Now none of this is 100% foolproof, it will not catch the much
lauded "infinitely patient attacker", nothing will. And the fact that
some infinitely patient attacker might out-wait any waiting period put
in place is not a valid argument for doing nothing.
So, a delay between new user account creation and adoption with push
privileges, and review of a first number or probation-period of
commits by the tools suggested with any flagged overflow queued for
human review. I see that as a bare minimum, but I'm open to other
ideas that may be better that eliminate the need.

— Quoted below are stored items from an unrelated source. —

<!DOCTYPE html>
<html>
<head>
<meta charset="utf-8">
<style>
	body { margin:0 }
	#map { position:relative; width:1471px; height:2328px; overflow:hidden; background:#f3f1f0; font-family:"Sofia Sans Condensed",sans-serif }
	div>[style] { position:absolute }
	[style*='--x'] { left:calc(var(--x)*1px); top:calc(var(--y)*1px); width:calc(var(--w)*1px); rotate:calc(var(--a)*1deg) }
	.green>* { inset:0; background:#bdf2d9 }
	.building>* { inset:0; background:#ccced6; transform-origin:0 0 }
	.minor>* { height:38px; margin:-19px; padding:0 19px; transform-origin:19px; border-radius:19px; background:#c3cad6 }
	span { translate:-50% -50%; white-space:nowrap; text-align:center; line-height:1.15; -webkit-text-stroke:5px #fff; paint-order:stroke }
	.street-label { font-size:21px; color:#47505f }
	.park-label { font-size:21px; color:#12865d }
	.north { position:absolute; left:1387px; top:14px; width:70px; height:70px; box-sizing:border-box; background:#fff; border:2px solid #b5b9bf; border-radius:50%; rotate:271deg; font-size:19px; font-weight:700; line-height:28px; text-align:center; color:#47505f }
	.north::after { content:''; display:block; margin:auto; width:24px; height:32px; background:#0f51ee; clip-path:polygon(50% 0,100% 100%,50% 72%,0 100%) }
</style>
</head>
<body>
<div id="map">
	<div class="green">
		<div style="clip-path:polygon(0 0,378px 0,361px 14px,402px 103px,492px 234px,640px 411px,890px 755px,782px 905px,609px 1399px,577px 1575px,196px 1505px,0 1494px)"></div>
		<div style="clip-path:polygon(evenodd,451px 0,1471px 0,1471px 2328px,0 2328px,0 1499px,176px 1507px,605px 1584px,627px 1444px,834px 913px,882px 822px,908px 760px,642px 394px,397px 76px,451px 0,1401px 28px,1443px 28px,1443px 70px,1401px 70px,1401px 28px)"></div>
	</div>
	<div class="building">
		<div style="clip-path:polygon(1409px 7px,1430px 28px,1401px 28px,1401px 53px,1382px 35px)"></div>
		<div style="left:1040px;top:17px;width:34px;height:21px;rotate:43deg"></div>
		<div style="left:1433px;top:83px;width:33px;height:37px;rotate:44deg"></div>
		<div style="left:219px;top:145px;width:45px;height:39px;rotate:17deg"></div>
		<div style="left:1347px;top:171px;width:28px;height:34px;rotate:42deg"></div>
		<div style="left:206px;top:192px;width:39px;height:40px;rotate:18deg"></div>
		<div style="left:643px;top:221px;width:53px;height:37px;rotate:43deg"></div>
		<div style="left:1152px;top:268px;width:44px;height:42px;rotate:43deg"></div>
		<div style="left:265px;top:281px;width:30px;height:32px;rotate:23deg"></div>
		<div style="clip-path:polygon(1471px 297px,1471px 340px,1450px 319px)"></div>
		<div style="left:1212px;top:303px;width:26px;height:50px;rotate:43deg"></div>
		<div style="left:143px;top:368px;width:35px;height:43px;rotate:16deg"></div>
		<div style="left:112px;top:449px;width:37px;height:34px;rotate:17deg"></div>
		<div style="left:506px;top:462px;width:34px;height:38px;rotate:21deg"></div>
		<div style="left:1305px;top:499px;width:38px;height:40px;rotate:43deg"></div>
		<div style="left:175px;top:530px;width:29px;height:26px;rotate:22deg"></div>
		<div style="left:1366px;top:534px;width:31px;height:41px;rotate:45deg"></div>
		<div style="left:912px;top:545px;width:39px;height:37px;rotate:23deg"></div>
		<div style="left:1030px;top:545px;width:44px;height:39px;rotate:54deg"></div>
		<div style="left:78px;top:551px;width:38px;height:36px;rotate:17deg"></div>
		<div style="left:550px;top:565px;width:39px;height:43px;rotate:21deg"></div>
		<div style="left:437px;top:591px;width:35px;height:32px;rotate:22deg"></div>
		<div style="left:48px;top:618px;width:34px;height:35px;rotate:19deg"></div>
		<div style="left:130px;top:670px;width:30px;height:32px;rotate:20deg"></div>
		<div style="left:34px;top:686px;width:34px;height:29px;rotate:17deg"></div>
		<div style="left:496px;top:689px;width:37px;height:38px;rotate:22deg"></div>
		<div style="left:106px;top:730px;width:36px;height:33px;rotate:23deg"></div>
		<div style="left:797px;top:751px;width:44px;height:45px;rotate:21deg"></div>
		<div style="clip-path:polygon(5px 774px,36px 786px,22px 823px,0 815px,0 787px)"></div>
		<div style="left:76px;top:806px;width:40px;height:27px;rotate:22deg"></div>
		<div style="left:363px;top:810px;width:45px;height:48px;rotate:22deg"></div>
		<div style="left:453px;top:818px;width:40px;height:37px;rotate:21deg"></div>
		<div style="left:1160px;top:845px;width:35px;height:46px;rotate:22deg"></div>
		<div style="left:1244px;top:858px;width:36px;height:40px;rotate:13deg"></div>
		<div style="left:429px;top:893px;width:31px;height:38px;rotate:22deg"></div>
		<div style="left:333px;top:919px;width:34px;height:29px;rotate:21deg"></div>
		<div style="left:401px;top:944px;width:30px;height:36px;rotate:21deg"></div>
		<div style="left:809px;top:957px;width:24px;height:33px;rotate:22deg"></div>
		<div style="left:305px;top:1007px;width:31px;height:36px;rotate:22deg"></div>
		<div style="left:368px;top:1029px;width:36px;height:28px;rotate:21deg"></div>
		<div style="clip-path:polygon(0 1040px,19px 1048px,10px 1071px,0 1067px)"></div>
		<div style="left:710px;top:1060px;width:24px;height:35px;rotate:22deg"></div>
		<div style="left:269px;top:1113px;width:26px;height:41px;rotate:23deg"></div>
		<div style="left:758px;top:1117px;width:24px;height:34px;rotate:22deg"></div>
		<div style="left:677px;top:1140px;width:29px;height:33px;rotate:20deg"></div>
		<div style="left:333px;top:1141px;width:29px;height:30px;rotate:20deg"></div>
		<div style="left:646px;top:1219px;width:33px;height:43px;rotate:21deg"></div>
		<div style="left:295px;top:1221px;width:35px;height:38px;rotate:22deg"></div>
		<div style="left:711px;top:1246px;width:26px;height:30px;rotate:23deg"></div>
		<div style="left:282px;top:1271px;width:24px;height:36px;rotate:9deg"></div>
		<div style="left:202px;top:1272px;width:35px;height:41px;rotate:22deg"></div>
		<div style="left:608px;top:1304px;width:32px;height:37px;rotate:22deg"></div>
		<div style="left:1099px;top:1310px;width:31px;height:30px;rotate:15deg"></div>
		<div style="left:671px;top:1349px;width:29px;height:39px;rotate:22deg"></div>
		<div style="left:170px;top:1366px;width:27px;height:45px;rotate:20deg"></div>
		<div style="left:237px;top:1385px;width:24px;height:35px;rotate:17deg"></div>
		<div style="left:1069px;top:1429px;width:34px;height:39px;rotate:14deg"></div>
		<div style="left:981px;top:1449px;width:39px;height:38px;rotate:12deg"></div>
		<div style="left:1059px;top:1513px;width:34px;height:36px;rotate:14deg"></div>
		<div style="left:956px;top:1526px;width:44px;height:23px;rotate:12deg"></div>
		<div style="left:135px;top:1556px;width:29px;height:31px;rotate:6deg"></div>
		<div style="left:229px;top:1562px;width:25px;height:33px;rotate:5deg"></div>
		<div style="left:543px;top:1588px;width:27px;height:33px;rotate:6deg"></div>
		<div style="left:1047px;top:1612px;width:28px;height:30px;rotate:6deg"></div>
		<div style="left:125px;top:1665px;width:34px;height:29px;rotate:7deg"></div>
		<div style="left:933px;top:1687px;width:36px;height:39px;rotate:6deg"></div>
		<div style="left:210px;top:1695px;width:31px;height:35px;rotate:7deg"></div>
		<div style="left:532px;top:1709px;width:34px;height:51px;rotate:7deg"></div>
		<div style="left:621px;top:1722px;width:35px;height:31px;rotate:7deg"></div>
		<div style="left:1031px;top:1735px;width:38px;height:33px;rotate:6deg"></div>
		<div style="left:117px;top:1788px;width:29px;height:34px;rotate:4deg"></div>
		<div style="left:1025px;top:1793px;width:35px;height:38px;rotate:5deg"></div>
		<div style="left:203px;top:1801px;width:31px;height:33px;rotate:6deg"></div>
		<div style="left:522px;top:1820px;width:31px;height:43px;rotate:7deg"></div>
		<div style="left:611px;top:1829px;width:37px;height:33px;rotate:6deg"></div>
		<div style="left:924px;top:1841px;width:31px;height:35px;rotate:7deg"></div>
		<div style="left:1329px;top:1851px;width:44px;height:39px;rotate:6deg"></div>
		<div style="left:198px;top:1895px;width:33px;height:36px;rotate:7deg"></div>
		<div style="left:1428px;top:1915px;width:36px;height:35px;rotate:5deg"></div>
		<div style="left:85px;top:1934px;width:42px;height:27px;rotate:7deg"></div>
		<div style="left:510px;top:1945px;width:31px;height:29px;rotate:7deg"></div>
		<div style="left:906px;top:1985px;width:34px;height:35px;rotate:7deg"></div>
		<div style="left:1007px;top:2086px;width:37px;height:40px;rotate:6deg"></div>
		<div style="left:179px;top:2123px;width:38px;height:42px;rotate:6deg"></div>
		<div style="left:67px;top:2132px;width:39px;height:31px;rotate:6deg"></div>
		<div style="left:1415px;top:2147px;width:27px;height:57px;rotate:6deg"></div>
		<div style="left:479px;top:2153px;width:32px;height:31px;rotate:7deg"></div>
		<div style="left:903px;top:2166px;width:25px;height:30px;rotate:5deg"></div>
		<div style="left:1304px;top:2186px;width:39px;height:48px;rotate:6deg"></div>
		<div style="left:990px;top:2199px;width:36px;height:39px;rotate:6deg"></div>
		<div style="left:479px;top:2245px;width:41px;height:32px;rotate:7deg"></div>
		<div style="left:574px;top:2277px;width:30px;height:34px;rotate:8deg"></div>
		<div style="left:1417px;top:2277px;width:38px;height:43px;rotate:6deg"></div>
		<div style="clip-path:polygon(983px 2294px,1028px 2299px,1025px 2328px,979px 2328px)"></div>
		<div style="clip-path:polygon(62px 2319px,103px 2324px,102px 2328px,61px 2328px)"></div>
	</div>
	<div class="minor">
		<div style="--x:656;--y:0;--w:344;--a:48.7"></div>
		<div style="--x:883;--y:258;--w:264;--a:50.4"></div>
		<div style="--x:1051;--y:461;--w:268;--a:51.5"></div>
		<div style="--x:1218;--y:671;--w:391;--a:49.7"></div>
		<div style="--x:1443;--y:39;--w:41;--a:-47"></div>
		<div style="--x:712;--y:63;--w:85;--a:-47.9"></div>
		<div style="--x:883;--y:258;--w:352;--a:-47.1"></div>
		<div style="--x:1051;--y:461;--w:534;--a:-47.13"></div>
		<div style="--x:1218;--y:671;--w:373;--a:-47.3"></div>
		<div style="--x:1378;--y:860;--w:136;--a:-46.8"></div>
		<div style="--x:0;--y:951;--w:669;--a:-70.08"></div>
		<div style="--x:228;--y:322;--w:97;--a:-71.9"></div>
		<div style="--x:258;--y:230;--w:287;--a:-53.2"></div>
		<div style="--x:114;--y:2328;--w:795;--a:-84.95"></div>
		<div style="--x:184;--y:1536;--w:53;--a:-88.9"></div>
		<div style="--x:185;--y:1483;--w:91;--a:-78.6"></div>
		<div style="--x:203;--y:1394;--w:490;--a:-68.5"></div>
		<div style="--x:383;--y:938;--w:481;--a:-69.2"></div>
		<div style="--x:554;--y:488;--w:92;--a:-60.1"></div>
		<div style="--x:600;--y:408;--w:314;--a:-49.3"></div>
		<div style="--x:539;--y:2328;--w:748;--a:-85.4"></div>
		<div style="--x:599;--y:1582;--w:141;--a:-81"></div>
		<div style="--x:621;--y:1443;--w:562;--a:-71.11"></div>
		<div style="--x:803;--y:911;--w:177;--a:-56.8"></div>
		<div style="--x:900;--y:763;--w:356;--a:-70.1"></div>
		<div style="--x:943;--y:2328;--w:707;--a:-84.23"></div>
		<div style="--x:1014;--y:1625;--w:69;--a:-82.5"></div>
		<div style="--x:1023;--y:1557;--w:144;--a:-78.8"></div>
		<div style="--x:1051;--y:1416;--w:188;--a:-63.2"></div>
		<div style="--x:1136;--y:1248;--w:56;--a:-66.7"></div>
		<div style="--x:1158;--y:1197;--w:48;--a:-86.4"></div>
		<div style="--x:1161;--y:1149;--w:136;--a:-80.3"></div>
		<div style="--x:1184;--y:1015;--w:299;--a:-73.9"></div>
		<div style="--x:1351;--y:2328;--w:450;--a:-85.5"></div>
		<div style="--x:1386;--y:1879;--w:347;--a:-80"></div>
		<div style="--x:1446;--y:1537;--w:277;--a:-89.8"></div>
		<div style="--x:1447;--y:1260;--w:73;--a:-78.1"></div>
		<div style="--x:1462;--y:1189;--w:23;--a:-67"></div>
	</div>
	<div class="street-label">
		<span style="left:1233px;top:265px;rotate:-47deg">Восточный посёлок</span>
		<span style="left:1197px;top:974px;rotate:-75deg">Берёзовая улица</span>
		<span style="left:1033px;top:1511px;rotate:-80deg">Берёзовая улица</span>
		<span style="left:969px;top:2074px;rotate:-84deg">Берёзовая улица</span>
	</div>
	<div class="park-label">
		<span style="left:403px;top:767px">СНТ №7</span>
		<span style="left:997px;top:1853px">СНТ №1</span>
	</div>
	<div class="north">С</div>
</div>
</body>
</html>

That brings us back to the body-count - who's going to do it. If in
a non-attack, normal workflow, this looks like it is something that
would overload the current moderators, then we are going to need a
pool of AUR trusted users to help out. We will need to come up with a
"How to review suspicious flagged package checklist" to ensure
consistency and thoroughness and assign it to a pair of volunteers in
the pool to investigate. Assigning the work through gitlab is one way
to ensure we track and close every flagged issue and provide a
pipeline for feedback to improve the process.
Just judging by the suggestions on aur-general and on libera.chat,
there are more than enough of us around to do it. The
human-in-the-loop presents a challenge, so let's do the work to figure
out what it will take to make it so.
Part of the problem is there are only a handful of people that know
AUR, know the moderator resources available and are in a position to
know what the community will need to fill. That information isn't
transparent to most of us, which makes it hard to suggest fixes and
scope resources when the resources we have to work with are unclear.
I still think an RFC to collect the ideas and assign resources is
the best way to coordinate this effort. It is hit-or-miss whether the
current discussion is on aur-general, libera.chat, bbs.archlinux,
gitlab or elsewhere.
On the needed human front, I'll throw my hat in the ring and say I'm
willing to help out if a human review is needed and I'm certain most
who have participated in the discussions are willing to do the same.
What we need is coordination so we are not just sending to a
mailing-list hoping it gets to the right people..... If we clear that
issue up, we can turn all of this activity into progress.
Thanks to all that have shared ideas, the community members that
reported the malicious activity and the moderators that acted swiftly
on that to remedy the damage and delete accounts. Sorry this ended up
longer than I intended, but I want to see this effort succeed.